Ancient Greece, both Dionysian and Apollonian, is the sea where Western culture—from the Middle Ages to the present—cyclically returns, with different ambitions and degrees of force; plunging in like a deep-sea diver to retrieve mysterious creatures and objects. It is the Greece of the Romantics that the modern prophets excavated, in search of their own traditions. It is also Knossos’s false labyrinth built of reinforced concrete; the housing plans for the refugees expelled from Turkey; the “Mediterranean” rationalist architecture of the Italian colonists whom some people still insist on calling brava gente. A history of occupations, from the blurry, multifaceted, irreducible identity of Europe to the literally invented tradition of modern Europe.
“The Parthenon, to my eyes, in a sublime way, was a myth I detested: the intellectual clarity, the geometric hauteur, the ignorance of the magma, of disorder, of dreams, demons, and nightmares; I was faced with the obsessive myth of what Europe was supposed to become,” warned Giorgio Manganelli, a writer apart, upon arrival in Athens in 1971 after his unique journey in magmatic “Black Africa.”
Greece: A questioned identity that is now being discussed again by thousands of men and women who are once again reaching these shores from different cultures, speak different languages, express opposite desires, and are willing to learn the language and the volksgeist passed down by the fables of the Brothers Grimm. It is the sea of pirate ships, of merchant vessels, all the way to the gigantic container ships of contemporary logistics.
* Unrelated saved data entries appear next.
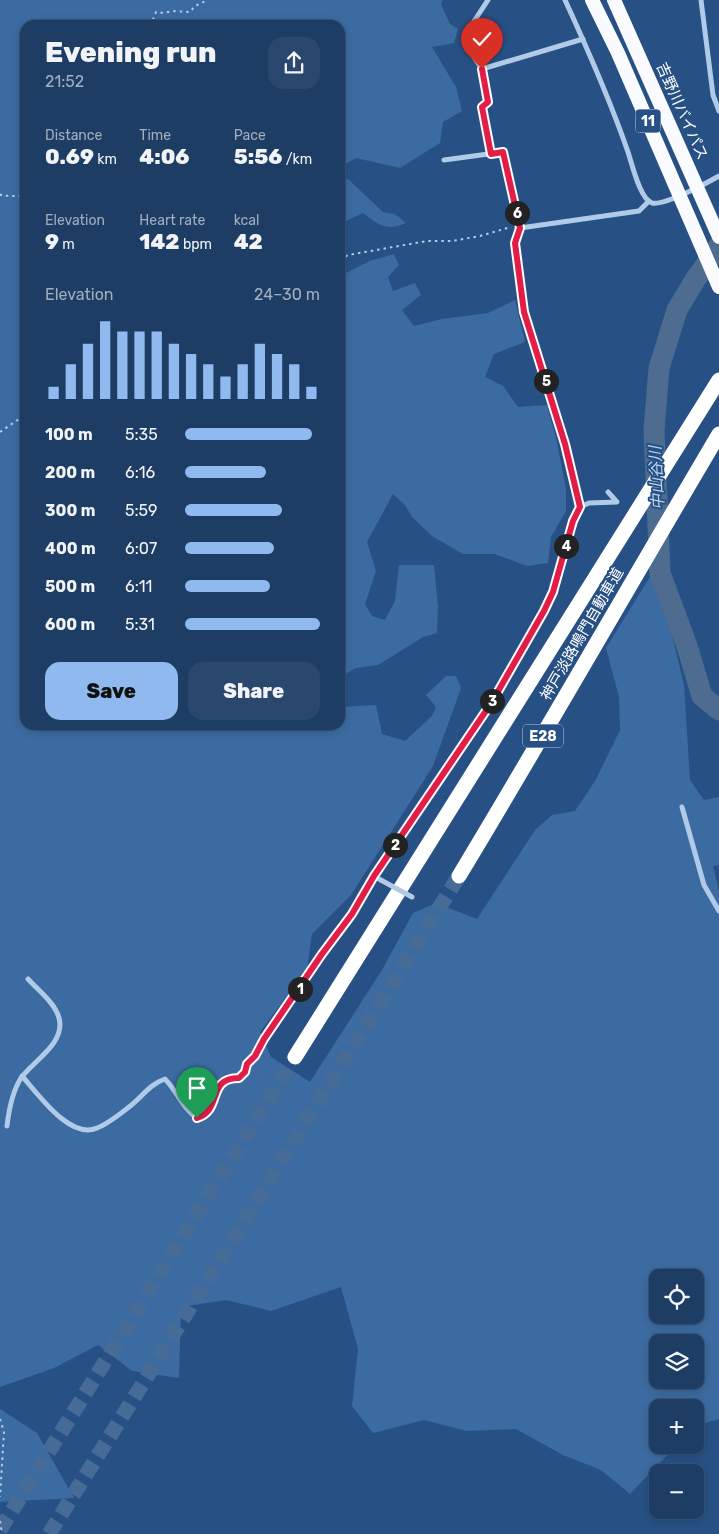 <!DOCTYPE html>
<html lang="en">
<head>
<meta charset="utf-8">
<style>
	body { margin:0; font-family:Rubik,"Noto Sans JP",sans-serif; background:#2a486d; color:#f1f3f6; height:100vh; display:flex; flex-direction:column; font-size:19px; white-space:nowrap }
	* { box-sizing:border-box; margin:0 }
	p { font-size:16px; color:#a0aebf }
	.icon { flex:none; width:28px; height:28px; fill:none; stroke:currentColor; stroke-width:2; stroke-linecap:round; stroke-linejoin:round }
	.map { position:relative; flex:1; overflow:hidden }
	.details { position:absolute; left:20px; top:20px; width:325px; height:710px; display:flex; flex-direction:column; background:#1d3d64; border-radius:15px; box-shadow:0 2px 8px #0003,0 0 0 1px #3b5678 }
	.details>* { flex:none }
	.buttons { position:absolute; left:649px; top:1269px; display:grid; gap:10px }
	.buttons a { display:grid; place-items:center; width:55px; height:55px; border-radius:10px; background:#1d3d64; box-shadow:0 2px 8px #0003,0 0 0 1px #3b5678; font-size:25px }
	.pin { position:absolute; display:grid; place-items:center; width:42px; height:42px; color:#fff; margin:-51px -21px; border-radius:50% 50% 50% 0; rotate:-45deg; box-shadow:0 0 5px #0007 }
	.pin .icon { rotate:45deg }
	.km { position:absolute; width:25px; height:25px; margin:-12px; border-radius:50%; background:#222; color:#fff; font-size:14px; line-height:25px; text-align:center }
	.round { display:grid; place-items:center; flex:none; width:52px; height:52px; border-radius:15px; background:#2a486d }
	.overview { display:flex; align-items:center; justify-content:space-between; height:85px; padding:0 25px }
	h1 { font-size:28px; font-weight:800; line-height:38px }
	.figures { display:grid; grid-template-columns:repeat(3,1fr); gap:8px; height:85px; padding:5px 25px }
	.figures div { display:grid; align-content:center }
	.figures b { font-size:21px; font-weight:800 }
	.figures small { font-size:14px; font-weight:400 }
	.figures p { font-size:14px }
	.chart { height:140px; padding:10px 25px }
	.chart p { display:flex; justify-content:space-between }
	.chart svg { width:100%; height:90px; margin-top:5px; stroke:#90b9f0; stroke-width:6 }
	.cta { display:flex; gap:10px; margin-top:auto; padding:10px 25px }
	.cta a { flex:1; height:58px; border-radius:15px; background:#90b9f0; color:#111; font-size:20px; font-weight:800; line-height:58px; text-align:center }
	.cta a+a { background:#2a486d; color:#f1f3f6 }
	ul { padding:0 25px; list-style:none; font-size:16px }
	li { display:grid; grid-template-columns:80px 60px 1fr; align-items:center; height:38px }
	li i { height:12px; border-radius:6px; background:#90b9f0 }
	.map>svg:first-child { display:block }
	.green { fill:#3c6ba1; fill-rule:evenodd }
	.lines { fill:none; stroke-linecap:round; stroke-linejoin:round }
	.river { stroke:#4e6c90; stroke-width:21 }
	.motorway-tunnel { stroke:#476b97; stroke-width:15; stroke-dasharray:15 8; stroke-linecap:butt }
	.path { stroke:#b1cae8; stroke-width:2; stroke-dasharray:2.5 4; stroke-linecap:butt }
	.minor { stroke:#b1cae8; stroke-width:5 }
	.trunk { stroke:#f9fbfe; stroke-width:14 }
	.motorway { stroke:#fff; stroke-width:15 }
	.minor-bridge { stroke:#b1cae8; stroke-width:5 }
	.route-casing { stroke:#fff; stroke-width:10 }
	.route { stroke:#e11d48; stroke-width:6 }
	.labels { text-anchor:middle; stroke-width:4; stroke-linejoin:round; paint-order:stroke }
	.shield { fill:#275185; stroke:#becbda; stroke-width:1 }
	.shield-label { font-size:14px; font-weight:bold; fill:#fff }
	.street-label { font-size:15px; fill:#fff; stroke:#275185 }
	.water-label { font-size:16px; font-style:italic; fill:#bdd4ef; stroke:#275185 }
</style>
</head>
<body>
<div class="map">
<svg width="719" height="1534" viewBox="0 0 719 1534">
	<rect width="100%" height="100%" fill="#275185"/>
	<g class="green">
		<path d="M0,0H443L441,4L450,24L458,29L454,43L432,47L456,87L462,111L443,122L440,143L400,168L356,158L340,167V25H25V725H340V707L376,705L382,734L405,741L432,716L436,707L426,695L446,676H456L461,688L433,766L351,895L312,934L307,969L260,1032L271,1057L310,1082L382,970L413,913L436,903L477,919L535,830L552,815L575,811L595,781L620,730L619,697L606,648L653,572L656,589L670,627L684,685L690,780L704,800L719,797V865L713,866L719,891V1419L695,1426V1408H658V1445H677L630,1494L601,1470L563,1455L516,1429L467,1431L424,1420L373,1433L352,1406L358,1349L341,1287L271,1311L226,1300L181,1307L179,1378L132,1371L98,1345L54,1368L0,1387ZM658,1278H695V1315H658ZM658,1342H695V1380H658Z"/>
		<path d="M340,179H348L383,212L395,214L406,223C386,232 379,225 363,213L348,220L340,228V209L344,203L340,196Z"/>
		<path d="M394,254L399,265L388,277L393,291L415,283L421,295L402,310L414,326L442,319L488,313L515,300L525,342L494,354L485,377L503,386L518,407L547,405L557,442L566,490V511L551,537L548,563L527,566L495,554H463L432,536L412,517L405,505L393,494L367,542L376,571L365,604L372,616L385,620L395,601L399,565H434L438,607L437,633L423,637L378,665L356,668L340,677V276L370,261Z"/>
		<path d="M0,1409L37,1433L74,1498L0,1502Z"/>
	</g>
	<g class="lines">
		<path class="river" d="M719,246L695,280L677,310L659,368L654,430L660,573L687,646L702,696L719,710"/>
		<g class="motorway-tunnel">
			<path d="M0,1530L295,1057"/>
			<path d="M49,1534L459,876"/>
		</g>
		<g class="path">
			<path d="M149,25L152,22L156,12L163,13L173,11L190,12L195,6L208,0"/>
			<path d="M0,194L2,196C10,195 17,197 25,196"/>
			<path d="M518,236L515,243L524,312L565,444L579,500"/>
			<path d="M340,260L348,255L427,241H452L480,236L511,227"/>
			<path d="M0,432L25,415"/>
			<path d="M0,1419L4,1432L0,1497"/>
			<path d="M0,1521L2,1534"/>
		</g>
		<g class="minor">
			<path d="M488,0L467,32V47L482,69L488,102L482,107L491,154"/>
			<path d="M565,0C588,50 610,100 628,152C632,164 640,199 652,203C664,206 707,183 719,176"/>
			<path d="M701,0L713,95L719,111"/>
			<path d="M482,69L583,39"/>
			<path d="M444,160L503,152L520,228L639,211L649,201"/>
			<path d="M682,807L704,885L719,911"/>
			<path d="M22,1076C38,1094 70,1140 97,1128C108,1124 120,1114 129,1107C142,1097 150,1084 165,1079C177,1091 183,1109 197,1118C223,1110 206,1078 239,1078L245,1072L247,1064L255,1056L264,1039L322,954L352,914L374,876L475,729L544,611L553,592L573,521L580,507L589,503L617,502L608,492"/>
			<path d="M7,1126C9,1109 12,1092 21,1078C33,1061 66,1043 59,1018C55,1003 38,990 28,979"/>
		</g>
		<g class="trunk">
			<path d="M592,0L618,53L719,287"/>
			<path d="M614,0L719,237"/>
		</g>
		<g class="motorway">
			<path d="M459,876C547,730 632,581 719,434"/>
			<path d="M295,1057L719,380"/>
		</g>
		<path class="minor-bridge" d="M379,879L412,897"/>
	</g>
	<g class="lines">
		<defs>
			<path id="route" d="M197,1118C223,1110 206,1078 239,1078L245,1072L247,1064L255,1056L264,1039L322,954L352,914L374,876L492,702L544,611L553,592L573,521L580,507L565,444L524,312L515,243L520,228L503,152L491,154L482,107L488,102L482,69"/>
		</defs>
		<use href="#route" class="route-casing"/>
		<use href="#route" class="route"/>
	</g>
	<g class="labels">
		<g class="shield">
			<rect x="635.5" y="109.5" width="25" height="23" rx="4"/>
			<rect x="523" y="724.5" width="40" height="23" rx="4"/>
		</g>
		<g class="shield-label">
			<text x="648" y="126">11</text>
			<text x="543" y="741">E28</text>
		</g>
		<g class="street-label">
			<text transform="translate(682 111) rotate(66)" y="5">吉野川バイパス</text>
			<text transform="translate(582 634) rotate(-60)" y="5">神戸淡路鳴門自動車道</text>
		</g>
		<g class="water-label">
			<text transform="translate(656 478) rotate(-93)" y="6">中山谷川</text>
		</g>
	</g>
</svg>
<div class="buttons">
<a><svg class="icon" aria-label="locate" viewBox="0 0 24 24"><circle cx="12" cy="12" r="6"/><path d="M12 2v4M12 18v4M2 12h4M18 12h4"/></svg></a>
<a><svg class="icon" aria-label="layers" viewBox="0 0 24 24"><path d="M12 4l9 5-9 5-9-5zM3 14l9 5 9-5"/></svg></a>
<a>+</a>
<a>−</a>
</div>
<div class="pin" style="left:197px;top:1118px;background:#1e9e55"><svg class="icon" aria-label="arrive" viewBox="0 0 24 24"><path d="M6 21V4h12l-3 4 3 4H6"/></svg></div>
<div class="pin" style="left:482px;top:69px;background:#d93025"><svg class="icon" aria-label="check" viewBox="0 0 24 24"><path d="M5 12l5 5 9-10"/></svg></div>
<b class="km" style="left:300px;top:989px">1</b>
<b class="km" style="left:395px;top:845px">2</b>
<b class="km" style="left:492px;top:701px">3</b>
<b class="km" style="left:566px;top:546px">4</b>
<b class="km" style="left:546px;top:381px">5</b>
<b class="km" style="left:517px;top:213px">6</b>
<section class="details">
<div class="overview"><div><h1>Evening run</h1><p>21:52</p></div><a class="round"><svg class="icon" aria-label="share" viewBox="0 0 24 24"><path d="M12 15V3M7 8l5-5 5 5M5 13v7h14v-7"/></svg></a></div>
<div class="figures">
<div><p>Distance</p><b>0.69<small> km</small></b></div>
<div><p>Time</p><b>4:06</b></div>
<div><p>Pace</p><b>5:56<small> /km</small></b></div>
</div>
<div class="figures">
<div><p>Elevation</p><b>9<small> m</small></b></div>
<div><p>Heart rate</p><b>142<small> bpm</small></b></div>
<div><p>kcal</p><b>42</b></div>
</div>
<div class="chart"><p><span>Elevation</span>24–30 m</p>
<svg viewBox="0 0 160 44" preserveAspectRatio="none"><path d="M5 44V38M15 44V27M25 44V17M35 44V6M45 44V11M55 44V11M65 44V11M75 44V17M85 44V22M95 44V27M105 44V33M115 44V27M125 44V17M135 44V22M145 44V27M155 44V38"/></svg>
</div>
<ul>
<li><b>100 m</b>5:35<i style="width:94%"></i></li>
<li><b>200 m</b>6:16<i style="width:60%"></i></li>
<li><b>300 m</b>5:59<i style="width:72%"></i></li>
<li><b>400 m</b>6:07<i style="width:66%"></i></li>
<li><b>500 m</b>6:11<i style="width:63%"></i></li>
<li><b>600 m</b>5:31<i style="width:100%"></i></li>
</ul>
<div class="cta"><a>Save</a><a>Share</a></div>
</section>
</div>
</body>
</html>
The ships have crews of many tongues, ships of the great expeditions and the global market, which from the 1600s to the present repeats, always the same, always different, along new and old routes.
Studio 14 sets out to inhabit the ambiguity of these spaces, the real and the imagined of place, and to enact estrangement perspectives through a common research that brings together artists, writers, political activists, scholars, students, and anyone who wants to plunge “into the undersea world of the modern, unarmed of any specialist harpoon, unequipped with doctrinaire glasses,” as Italo Calvino wrote in the introduction to the Italian Folktales in 1956. Studio 14 is a research and work place that through discussion, readings, screenings, site visits, and a resource of documents, books, and artworks collates and weaves together various ways of acting on the present, starting from Europe’s own invention of Greece.